Work instructions
Every line in the following data that has "shadow" counts toward the total; state that total alone.

________________________________________

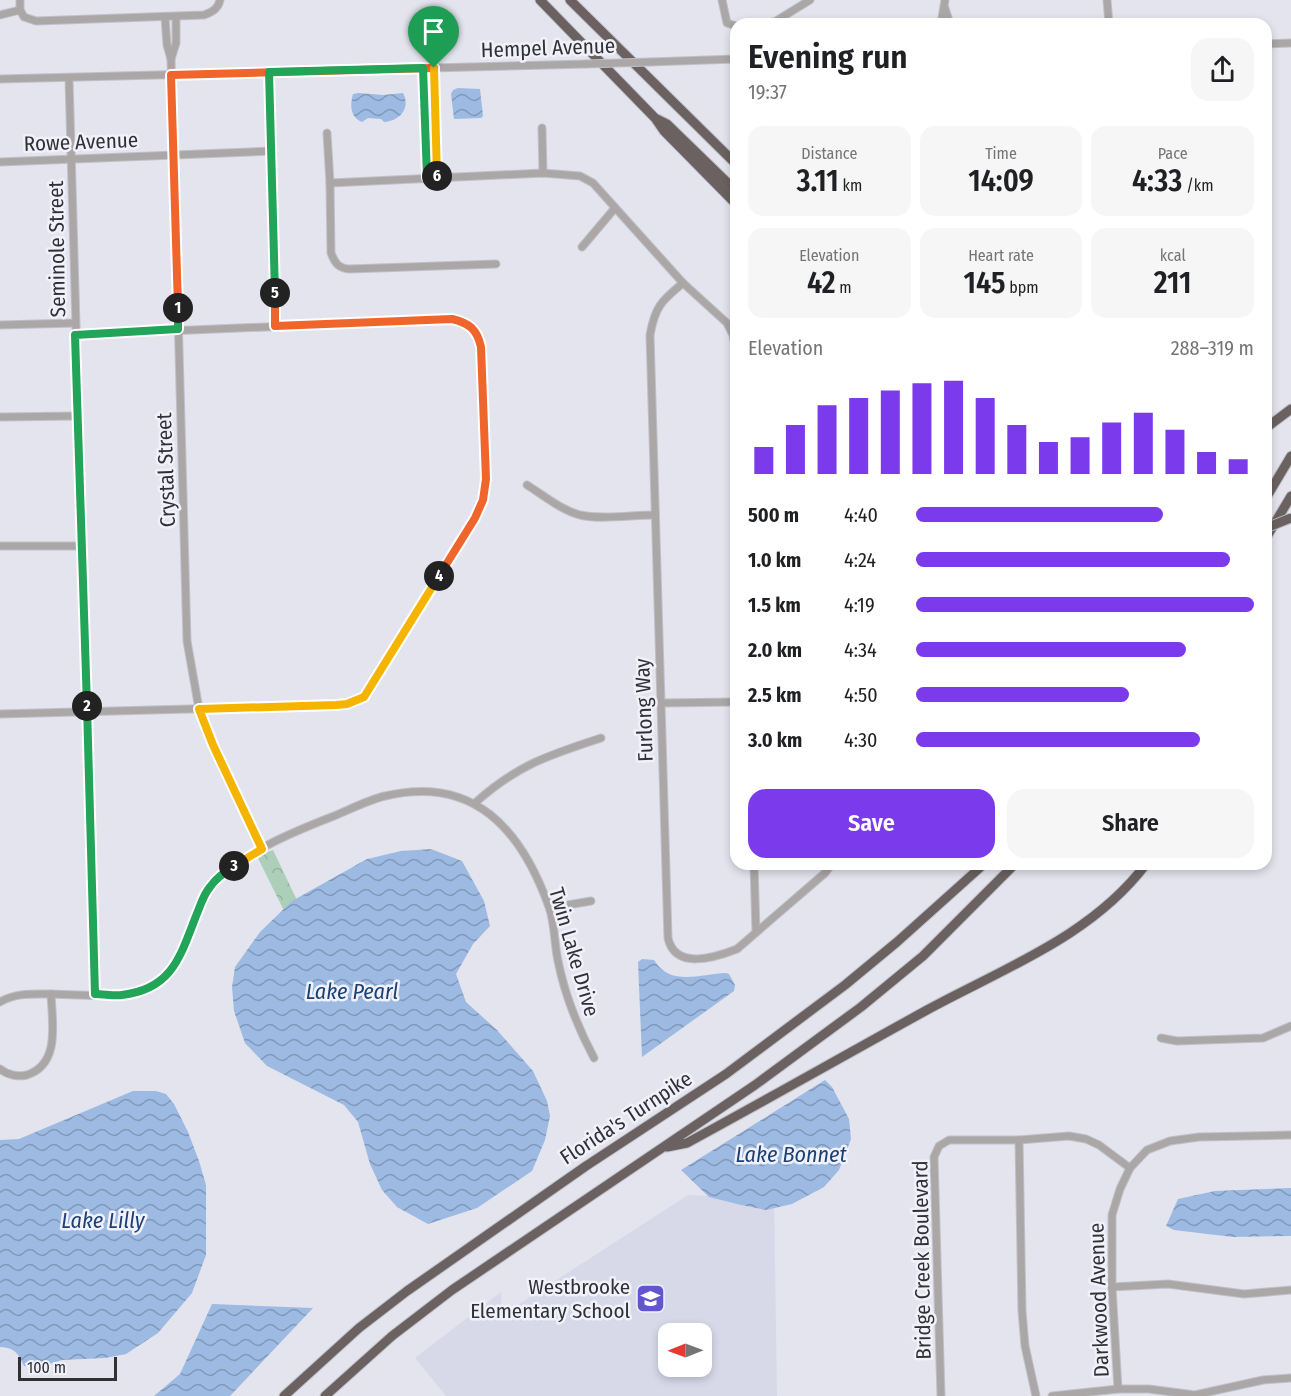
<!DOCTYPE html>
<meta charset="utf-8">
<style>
:root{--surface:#fff;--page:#f6f6f6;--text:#202124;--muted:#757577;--accent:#7c3aed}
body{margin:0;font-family:"Fira Sans Condensed",sans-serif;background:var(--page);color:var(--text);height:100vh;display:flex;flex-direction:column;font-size:22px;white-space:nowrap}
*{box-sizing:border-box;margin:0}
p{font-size:20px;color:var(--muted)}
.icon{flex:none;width:33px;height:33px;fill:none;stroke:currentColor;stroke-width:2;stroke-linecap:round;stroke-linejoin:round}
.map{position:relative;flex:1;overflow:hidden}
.details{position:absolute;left:730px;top:18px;width:542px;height:852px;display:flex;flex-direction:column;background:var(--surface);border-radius:18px;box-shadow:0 3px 9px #0003}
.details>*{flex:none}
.needle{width:39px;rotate:269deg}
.controls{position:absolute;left:658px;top:1323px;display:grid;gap:12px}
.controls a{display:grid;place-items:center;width:54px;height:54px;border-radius:12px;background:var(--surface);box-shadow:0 3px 9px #0003;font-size:30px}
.scale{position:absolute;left:18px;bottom:15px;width:99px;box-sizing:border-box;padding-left:6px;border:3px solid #313135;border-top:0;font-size:16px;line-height:21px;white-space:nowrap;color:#313135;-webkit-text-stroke:4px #f0f1fa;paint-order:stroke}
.pin{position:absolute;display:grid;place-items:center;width:51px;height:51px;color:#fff;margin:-62px -26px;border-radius:50% 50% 50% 0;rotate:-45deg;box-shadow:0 0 6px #0007}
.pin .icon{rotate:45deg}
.km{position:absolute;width:30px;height:30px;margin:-15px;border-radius:50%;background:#222;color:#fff;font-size:16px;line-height:30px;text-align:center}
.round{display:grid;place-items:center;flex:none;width:63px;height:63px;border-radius:18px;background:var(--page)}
.head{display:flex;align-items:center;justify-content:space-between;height:102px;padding:0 18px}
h1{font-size:33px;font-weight:600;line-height:45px}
.figures{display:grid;grid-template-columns:repeat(3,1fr);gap:9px;height:102px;padding:6px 18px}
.figures div{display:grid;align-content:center;border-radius:15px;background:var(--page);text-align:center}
.figures b{font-size:30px;font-weight:600}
.figures small{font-size:16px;font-weight:400}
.figures p{font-size:16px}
.chart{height:168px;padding:12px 18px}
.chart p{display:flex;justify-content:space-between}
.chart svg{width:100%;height:108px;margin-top:6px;stroke:var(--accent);stroke-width:6}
.primary-button{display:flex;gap:12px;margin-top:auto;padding:12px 18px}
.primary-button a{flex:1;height:69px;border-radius:18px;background:var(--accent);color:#fff;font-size:24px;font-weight:600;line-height:69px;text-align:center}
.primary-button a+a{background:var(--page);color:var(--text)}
ul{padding:0 18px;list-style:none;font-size:20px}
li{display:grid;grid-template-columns:96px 72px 1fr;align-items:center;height:45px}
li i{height:15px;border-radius:8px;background:var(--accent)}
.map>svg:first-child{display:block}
</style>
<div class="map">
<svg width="1291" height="1396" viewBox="0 0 1291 1396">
<defs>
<pattern id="park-crowns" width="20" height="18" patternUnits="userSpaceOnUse" patternTransform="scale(1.5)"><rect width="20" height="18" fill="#adcfb9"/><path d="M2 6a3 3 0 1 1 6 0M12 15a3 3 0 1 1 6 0" fill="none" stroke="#95b2a0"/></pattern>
<pattern id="water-waves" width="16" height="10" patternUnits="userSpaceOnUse" patternTransform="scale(1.5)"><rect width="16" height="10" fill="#9dbae3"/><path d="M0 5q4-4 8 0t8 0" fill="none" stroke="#8198b9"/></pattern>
</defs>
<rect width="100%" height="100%" fill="#e3e4ed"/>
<path fill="#d7d9e9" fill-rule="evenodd" d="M 688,1195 L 774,1199 L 777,1396 L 446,1396 L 415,1358 L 501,1292 L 502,1311 L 507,1312 ZM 669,1334 L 702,1334 L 702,1366 L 669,1366 Z"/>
<polygon fill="url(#park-crowns)" points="273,850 306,919 291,925 257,856"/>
<g fill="url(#water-waves)">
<polygon points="458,88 480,89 483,116 481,118 454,119 451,94 453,90"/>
<path d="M 359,93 L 383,95 L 403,93 C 411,108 400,121 384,122 L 381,119 L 368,118 L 362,122 C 350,117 350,105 353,94 Z"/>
<polygon points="431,849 462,861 484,901 490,926 473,944 456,974 466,1002 497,1030 533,1071 547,1101 550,1116 545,1140 532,1171 477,1208 428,1224 397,1207 382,1190 370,1164 358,1122 344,1105 267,1066 245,1043 234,1011 232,987 235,967 260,932 292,901 367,859 401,851"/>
<path d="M 642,959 L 654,960 C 670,987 700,974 726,973 L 729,974 L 735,985 L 734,991 L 642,1057 L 638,962 Z"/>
<polygon points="825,1080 832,1087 849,1119 851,1139 839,1170 824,1187 792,1204 766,1210 741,1205 709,1197 681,1170"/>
<path d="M 133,1091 L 156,1091 L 166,1094 L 174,1104 L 188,1132 L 199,1161 L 206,1185 L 206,1255 L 192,1293 L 158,1333 L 126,1354 L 105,1358 L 62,1360 L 37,1368 L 24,1366 C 18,1353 15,1348 0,1347 L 0,1140 L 19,1139 Z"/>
<polygon points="1291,1188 1291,1236 1233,1237 1174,1230 1166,1226 1178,1199 1215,1191"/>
<polygon points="212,1304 313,1308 230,1396 154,1396 180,1374"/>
</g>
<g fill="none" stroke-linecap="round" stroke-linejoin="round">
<defs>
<g id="minor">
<path d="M 20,0 L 20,10 L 24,17 L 36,21 L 204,15 C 212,12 218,9 220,0"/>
<polyline points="722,0 727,23 736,26"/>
<polyline points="1107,0 1109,24"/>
<polyline points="945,8 950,24"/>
<polyline points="0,15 20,10"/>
<polyline points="165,17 167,45 171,59 187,641 199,709 213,745 262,849"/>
<polyline points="767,24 776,21 810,0"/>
<polyline points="941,24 945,0"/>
<polyline points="1266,44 1291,43"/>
<polyline points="171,59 176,43 176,17"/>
<polyline points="650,62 736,59"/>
<polyline points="423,68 427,177"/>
<polyline points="434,68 437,178"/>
<polyline points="269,72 275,326"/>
<polyline points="0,79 586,64"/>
<polyline points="69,79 95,994"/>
<polyline points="542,128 543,173"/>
<path d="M 327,133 L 330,183 L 331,253 C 335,263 338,268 349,269 L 496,264"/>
<polyline points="0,162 272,151"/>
<polyline points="330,183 543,173 580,176 593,183 683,283 727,323 733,335 736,352"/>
<polyline points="582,247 615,208"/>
<path d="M 683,283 C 661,301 655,307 650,335 L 668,938 C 675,970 714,958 737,949 L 825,873 L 832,864"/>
<polyline points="0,325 75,323"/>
<polyline points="0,417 77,416"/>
<path d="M 527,485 C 543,495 561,510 580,515 C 601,520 632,515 655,515"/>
<polyline points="0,546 82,546"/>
<polyline points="661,703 736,702"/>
<path d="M 0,714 L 336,705 C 352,703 362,700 372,687 L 475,518 L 483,500 L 486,479 L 481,347 C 477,329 469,323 452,319 L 75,335"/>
<path d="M 475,803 C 517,765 549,755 601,738"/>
<polyline points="754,864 756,932"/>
<polyline points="550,908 591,901"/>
<path d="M 0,1002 C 15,993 31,994 48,994 C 82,994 130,1002 159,982 C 195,957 188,901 222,874 C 255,848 295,831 334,816 C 351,809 368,800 385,796 C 474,775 521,829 549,907 C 555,923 554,943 558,961 C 565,996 577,1026 594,1058"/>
<polyline points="1161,1038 1177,1041 1263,1038 1291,1026"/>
<path d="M 0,1069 C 7,1075 18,1077 27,1075 C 61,1064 52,1021 51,994"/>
<polyline points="1019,1140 1022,1311 1025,1346 1036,1396"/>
<polyline points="1112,1287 1168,1284 1244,1294 1291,1290"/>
<polyline points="1118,1389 1112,1287 1112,1215 1120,1189 1130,1168 1147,1150 1170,1141 1199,1137 1291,1135"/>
<polyline points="941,1396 934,1157 939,1146 949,1140 1019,1140 1069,1136 1086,1139 1099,1145 1130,1168"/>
<polyline points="1052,1396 1118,1389 1149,1389 1195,1395 1263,1380 1291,1378"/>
</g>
<g id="highway">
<polyline points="540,0 655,118 664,131 736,204"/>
<polyline points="570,0 736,164"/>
<polyline points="657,119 667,124 736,191"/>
<polyline points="1266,428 1291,409"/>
<polyline points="1266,498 1291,456"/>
<polyline points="1266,538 1291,496"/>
<path d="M 667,1147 L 687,1143 C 768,1099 847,1054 927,1010 C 1004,968 1092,936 1146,864"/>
<polyline points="284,1396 359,1328 407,1291 586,1166 726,1074 845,985 897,942 984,864"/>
<polyline points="325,1396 392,1336 452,1290 755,1085 861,1007 923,956 1015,864"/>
</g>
</defs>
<use href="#minor" stroke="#bfc0c8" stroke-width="9"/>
<use href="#highway" stroke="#bfc0c8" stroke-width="11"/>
<use href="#minor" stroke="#aca7a7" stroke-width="7"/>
<use href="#highway" stroke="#6b6161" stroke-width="9"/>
<defs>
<polyline id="minor-bridge" points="586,64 650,62"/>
<polyline id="highway-bridge" points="1266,528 1291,518"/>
</defs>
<use href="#minor-bridge" stroke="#bfc0c8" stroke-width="9" stroke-linecap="butt"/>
<use href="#highway-bridge" stroke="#bfc0c8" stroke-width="11" stroke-linecap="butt"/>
<use href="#minor-bridge" stroke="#aca7a7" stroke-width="7"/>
<use href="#highway-bridge" stroke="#6b6161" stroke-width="9"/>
</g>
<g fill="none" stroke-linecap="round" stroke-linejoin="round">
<defs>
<polyline id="split-1" points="178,308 171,75 434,68"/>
<polyline id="split-2" points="87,706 75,335 178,329 178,308"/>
<path id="split-3" d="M 87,706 L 95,994 C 104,994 114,996 122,995 C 172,989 180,957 196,916 C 200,907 203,895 210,887 C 216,878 225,872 234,866"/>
<polyline id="split-4" points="234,866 262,849 213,745 199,709 336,705 347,704 364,697 439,576"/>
<path id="split-5" d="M 275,293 L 275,326 L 452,319 C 469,323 477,329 481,347 L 486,479 L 483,500 L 475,518 L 439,576"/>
<polyline id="split-6" points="275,293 269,72 423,68 427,177 437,178 437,176"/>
<polyline id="split-7" points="434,68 437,176"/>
</defs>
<use href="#split-1" stroke="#fff" stroke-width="12"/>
<use href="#split-2" stroke="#fff" stroke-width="12"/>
<use href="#split-3" stroke="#fff" stroke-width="12"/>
<use href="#split-4" stroke="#fff" stroke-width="12"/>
<use href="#split-5" stroke="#fff" stroke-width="12"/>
<use href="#split-6" stroke="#fff" stroke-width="12"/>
<use href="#split-7" stroke="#fff" stroke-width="12"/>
<use href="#split-1" stroke="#f0652b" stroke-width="8"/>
<use href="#split-2" stroke="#22a559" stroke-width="8"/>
<use href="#split-3" stroke="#22a559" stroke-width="8"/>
<use href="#split-4" stroke="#f5b400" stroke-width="8"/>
<use href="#split-5" stroke="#f0652b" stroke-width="8"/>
<use href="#split-6" stroke="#22a559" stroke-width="8"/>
<use href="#split-7" stroke="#f5b400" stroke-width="8"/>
</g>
<defs>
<symbol id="school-square" viewBox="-11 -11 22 22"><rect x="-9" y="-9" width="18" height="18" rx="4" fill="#6355ce" stroke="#f0f1fa"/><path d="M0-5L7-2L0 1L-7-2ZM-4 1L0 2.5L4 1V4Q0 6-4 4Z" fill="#fff"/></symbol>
</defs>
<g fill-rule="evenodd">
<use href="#school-square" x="634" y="1282" width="33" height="33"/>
</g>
<g text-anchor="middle" stroke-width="5" stroke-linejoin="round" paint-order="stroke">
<g font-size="21" fill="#313135" stroke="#f0f1fa">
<text transform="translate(548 48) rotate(-2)" y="7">Hempel Avenue</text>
<text transform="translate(81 142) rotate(-2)" y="7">Rowe Avenue</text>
<text transform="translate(57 249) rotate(-91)" y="7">Seminole Street</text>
<text transform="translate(166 470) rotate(-92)" y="7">Crystal Street</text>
<text transform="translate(644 710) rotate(-92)" y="7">Furlong Way</text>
<text transform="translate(574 952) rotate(74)" y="7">Twin Lake Drive</text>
<text transform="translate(626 1118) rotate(-33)" y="7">Florida's Turnpike</text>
<text transform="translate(922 1260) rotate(-91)" y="7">Bridge Creek Boulevard</text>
<text transform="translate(1099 1300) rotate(-92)" y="7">Darkwood Avenue</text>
</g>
<g font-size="21" fill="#313135" stroke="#f0f1fa" text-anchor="end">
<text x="630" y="1294">Westbrooke<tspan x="630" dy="24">Elementary School</tspan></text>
</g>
<g font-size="22" font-style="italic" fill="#1b4073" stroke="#f0f1fa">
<text x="352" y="999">Lake Pearl</text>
<text x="791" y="1162">Lake Bonnet</text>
<text x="103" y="1228">Lake Lilly</text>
</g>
</g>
</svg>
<div class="controls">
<a><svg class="needle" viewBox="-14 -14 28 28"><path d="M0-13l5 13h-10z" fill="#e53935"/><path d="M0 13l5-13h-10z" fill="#757577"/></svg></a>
</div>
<div class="scale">100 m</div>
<div class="pin" style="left:434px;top:68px;background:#1e9e55"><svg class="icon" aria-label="arrive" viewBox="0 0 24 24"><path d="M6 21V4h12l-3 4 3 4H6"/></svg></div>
<b class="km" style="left:178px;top:308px">1</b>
<b class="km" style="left:87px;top:706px">2</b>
<b class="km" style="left:234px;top:866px">3</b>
<b class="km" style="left:439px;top:576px">4</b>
<b class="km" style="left:275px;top:293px">5</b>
<b class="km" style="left:437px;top:176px">6</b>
<section class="details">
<div class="head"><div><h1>Evening run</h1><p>19:37</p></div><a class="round"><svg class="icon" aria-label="share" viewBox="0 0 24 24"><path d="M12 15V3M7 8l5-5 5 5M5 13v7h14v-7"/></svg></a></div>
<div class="figures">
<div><p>Distance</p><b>3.11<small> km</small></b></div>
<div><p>Time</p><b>14:09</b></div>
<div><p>Pace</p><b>4:33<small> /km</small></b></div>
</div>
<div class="figures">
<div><p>Elevation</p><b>42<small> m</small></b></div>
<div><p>Heart rate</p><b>145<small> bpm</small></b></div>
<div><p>kcal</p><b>211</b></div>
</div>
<div class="chart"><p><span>Elevation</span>288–319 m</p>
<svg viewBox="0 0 160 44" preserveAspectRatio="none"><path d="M5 44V33M15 44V24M25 44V16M35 44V13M45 44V10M55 44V7M65 44V6M75 44V13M85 44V24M95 44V31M105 44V29M115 44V23M125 44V19M135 44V26M145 44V35M155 44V38"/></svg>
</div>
<ul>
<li><b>500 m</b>4:40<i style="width:73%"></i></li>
<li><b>1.0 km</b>4:24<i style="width:93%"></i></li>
<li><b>1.5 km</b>4:19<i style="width:100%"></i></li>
<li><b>2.0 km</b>4:34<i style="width:80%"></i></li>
<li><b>2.5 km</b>4:50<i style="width:63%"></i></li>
<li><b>3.0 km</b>4:30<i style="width:84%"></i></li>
</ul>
<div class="primary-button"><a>Save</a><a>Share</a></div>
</section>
</div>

________________________________________

The answer
3